À época, Lula anunciou que seriam injetados R$ 4,2 bilhões na construção, que deveria ter sido concluída até outubro de 2010. Com atraso de três anos e seis meses, portanto, o trecho consegue agora a sua licença de operação.
Para colocar o traçado em condições de operar, a Valec foi obrigada a assinar uma série de contratos para execução de obras remanescentes. Em diversas auditorias realizadas nos últimos anos pelo Tribunal de Contas da União (TCU), foram encontrados recorrentes contratações superfaturadas. Em muitos casos, a Valec assinou o termo de recebimento de obras com as empreiteiras, sem que as obras realmente estivessem concluídas.
Por meio da Lei de Acesso à Informação, a Valec informou ao Valor que essas "obras remanescentes" custaram um total de R$ 407,78 milhões a mais ao empreendimento. Esses contratos ainda estão em andamento. Com isso, o custo total do traçado já ultrapassa a casa dos R$ 4,5 bilhões, segundo a própria Valec.
Com a conclusão do trecho Palmas-Anápolis, resta agora à Valec a entrega do trecho sul da ferrovia, que vai ligar Ouro Verde (GO) a Estrela D'Oeste, no interior de São Paulo.
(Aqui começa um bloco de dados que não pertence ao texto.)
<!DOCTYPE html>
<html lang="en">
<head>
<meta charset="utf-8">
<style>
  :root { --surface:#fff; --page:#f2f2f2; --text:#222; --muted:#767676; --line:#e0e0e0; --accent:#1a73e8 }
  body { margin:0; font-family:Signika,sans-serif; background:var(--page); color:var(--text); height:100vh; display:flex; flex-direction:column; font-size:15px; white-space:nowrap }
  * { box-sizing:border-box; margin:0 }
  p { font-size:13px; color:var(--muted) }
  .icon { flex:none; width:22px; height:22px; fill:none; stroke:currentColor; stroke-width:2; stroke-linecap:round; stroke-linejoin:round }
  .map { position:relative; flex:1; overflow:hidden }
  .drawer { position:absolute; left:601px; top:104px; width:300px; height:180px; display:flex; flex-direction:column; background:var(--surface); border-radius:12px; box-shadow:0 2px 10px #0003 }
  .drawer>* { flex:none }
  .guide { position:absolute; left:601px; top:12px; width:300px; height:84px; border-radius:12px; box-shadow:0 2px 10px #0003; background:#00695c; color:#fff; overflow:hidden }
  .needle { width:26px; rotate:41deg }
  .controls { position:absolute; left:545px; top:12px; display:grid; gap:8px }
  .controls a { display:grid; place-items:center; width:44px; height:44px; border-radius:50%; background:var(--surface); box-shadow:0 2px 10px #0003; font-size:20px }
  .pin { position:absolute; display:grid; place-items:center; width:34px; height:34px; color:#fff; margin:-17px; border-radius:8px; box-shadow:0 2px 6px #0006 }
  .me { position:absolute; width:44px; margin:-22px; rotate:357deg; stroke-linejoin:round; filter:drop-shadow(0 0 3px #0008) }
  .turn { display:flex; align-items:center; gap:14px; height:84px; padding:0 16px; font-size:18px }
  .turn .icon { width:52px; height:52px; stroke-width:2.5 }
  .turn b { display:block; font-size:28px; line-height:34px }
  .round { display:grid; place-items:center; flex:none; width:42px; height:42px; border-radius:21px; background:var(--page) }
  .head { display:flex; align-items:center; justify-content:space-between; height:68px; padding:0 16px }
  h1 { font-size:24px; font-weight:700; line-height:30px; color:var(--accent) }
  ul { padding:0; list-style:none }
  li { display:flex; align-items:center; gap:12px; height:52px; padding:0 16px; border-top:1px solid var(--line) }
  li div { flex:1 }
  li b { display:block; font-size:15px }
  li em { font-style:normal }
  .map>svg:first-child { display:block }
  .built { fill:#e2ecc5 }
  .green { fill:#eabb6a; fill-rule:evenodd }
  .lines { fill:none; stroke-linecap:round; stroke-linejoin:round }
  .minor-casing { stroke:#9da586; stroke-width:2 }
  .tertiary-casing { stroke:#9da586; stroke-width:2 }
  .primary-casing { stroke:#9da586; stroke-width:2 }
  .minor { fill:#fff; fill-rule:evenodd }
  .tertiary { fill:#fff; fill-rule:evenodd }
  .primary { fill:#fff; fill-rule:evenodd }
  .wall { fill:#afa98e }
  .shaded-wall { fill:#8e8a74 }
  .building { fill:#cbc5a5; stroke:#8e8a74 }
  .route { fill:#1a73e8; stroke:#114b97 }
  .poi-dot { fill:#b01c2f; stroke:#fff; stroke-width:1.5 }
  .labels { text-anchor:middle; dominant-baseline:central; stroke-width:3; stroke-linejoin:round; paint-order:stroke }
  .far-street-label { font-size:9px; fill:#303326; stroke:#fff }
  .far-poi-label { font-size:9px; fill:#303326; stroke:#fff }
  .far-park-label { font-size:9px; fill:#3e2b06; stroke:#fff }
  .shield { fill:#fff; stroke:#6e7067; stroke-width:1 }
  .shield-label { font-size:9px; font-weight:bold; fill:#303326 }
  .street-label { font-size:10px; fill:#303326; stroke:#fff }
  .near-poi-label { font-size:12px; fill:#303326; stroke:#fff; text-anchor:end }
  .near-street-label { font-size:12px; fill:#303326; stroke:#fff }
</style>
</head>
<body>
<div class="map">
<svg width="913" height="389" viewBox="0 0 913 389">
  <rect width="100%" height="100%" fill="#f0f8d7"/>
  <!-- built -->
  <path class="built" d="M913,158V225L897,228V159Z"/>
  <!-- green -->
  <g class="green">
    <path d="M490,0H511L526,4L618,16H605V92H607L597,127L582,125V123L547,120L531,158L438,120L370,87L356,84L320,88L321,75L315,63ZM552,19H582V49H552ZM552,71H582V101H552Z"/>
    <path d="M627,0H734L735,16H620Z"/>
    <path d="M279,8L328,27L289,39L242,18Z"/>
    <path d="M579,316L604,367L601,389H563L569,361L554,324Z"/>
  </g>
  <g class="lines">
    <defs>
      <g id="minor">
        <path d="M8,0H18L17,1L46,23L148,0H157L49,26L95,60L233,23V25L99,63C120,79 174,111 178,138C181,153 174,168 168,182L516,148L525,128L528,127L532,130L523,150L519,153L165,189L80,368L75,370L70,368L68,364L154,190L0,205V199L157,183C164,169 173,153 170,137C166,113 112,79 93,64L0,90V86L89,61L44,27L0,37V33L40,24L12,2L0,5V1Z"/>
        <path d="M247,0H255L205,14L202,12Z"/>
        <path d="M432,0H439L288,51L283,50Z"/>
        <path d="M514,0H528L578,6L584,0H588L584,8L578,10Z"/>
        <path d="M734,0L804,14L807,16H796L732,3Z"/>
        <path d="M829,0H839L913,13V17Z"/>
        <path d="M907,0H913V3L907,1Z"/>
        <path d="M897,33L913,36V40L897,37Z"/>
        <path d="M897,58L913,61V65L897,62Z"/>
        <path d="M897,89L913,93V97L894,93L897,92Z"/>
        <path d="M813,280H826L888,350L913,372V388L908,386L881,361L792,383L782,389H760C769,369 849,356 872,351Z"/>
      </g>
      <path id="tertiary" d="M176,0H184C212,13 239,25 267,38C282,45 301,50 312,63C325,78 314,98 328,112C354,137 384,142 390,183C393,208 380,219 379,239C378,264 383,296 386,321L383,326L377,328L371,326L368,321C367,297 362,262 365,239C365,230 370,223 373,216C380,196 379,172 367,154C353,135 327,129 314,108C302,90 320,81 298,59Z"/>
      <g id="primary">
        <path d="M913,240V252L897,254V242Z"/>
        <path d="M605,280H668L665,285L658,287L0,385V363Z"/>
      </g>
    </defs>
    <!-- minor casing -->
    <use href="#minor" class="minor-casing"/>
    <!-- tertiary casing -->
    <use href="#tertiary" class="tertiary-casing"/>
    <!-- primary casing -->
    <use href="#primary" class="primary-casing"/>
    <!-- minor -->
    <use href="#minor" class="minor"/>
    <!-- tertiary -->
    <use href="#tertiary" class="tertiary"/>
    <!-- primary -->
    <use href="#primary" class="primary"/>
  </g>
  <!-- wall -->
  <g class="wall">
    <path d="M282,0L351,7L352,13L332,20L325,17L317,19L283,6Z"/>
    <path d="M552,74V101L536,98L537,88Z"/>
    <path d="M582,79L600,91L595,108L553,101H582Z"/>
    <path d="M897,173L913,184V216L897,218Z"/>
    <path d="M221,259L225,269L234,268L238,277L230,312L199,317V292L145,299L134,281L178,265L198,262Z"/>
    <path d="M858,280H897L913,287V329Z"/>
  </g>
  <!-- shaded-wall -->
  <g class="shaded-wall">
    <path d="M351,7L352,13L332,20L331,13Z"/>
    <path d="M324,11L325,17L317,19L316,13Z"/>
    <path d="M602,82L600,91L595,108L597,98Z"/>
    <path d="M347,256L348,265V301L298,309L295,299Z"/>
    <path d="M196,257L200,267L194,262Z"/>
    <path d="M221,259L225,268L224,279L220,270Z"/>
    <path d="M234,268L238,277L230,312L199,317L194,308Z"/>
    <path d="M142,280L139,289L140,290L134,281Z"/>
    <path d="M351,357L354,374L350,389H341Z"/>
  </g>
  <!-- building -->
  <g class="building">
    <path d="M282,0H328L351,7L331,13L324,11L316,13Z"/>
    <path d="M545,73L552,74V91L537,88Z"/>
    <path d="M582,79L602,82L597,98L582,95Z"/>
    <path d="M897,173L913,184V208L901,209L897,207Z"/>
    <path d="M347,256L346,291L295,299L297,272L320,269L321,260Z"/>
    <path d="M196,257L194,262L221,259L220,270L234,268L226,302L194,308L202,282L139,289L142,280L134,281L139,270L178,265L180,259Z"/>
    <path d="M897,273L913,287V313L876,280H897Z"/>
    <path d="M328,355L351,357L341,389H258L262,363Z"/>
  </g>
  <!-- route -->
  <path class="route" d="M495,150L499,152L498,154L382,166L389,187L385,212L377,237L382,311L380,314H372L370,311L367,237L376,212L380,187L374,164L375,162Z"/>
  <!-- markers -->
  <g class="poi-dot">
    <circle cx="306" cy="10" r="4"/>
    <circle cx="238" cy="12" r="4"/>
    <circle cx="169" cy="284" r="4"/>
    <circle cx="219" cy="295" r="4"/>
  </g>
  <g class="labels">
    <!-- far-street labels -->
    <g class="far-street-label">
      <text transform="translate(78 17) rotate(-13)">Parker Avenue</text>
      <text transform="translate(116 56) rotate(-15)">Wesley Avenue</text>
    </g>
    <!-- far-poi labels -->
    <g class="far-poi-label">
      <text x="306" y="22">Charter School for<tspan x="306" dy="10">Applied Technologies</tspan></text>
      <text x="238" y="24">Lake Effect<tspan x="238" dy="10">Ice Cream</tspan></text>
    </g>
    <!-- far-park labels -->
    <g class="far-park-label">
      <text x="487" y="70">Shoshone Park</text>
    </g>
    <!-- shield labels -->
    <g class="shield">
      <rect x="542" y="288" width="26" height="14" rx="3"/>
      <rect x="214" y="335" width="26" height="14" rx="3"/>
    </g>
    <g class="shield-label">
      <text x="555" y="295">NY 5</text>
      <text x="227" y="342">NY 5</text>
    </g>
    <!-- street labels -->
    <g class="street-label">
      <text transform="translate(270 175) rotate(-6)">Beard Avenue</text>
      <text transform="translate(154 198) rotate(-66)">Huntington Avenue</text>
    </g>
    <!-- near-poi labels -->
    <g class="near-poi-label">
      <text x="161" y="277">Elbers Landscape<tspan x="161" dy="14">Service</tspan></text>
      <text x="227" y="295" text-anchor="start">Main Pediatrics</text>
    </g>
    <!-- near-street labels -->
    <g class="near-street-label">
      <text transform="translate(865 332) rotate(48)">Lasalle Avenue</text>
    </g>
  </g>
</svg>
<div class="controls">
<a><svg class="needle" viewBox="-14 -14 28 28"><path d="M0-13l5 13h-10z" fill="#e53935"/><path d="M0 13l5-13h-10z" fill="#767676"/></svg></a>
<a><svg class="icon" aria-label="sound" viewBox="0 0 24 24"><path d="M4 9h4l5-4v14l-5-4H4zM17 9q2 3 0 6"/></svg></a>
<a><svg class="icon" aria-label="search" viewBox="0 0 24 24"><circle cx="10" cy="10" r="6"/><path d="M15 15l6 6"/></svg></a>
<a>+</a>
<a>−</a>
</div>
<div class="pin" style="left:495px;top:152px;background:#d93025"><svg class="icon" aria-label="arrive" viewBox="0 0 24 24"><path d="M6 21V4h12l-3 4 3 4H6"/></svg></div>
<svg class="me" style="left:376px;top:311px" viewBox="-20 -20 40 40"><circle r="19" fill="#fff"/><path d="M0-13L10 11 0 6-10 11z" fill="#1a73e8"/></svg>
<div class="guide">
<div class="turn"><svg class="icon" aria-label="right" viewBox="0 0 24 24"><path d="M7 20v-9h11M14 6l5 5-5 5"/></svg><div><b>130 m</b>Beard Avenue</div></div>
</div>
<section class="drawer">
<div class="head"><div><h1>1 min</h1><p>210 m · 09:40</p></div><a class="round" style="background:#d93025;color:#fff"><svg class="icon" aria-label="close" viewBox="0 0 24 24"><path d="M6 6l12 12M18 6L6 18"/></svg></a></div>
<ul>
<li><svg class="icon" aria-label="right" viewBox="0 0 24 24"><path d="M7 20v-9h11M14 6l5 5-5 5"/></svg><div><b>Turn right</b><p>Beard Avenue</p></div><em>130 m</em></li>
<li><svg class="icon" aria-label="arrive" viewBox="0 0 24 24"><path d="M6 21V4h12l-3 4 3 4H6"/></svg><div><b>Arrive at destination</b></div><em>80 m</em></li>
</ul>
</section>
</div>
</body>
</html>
A linha de 680 km tem obras em andamento. Até o ano passado, o prazo de conclusão era julho deste ano. No balanço do PAC, a Valec assume que o trecho será entregue até o fim deste ano.
O traçado da Norte-Sul que corta o Centro-Oeste do país terá papel vital em diversas indústrias que estão instaladas ou em fase de construção entre os Estados de Goiás e Tocantins, envolvendo 42 plantas industriais de etanol e 20 usinas de biodiesel. Nas contas da Valec, o trecho deve impulsionar a produção na região do Cerrado e gerar cerca de 270 mil empregos diretos e indiretos nas comunidades do interior do país. Um total de 13 pátios multimodais deve entrar em operação. No Tocantins, o traçado corta um total de 14 municípios. Do lado de Goiás, avança por mais 23 cidades.
O plano de concessão de ferrovia anunciado em agosto de 2012 pela presidente Dilma Rousseff retirou da Valec a meta de construir um último elo da ferrovia no extremo Norte do país, saído de Açailândia até o porto de Vila do Conde, em Barcarena (PA). A obra, que seria executada pela estatal, entrou para o rol das concessões de ferrovias e chegou a ser anunciada como o primeiro trecho que passaria para as mãos do setor privado. O governo, porém, acabou desistindo da proposta, ao enfrentar resistências dos empresários em bancar a construção de uma ferrovia em plena Amazônia, com base em uma oferta de concessão considerada pouco atrativa.
Com um total de 2.244 km de extensão e um orçamento total de US$ 6,7 bilhões, a Norte-Sul é hoje a sétima obra de transporte mais cara do mundo, segundo cálculos do Ministério da Fazenda.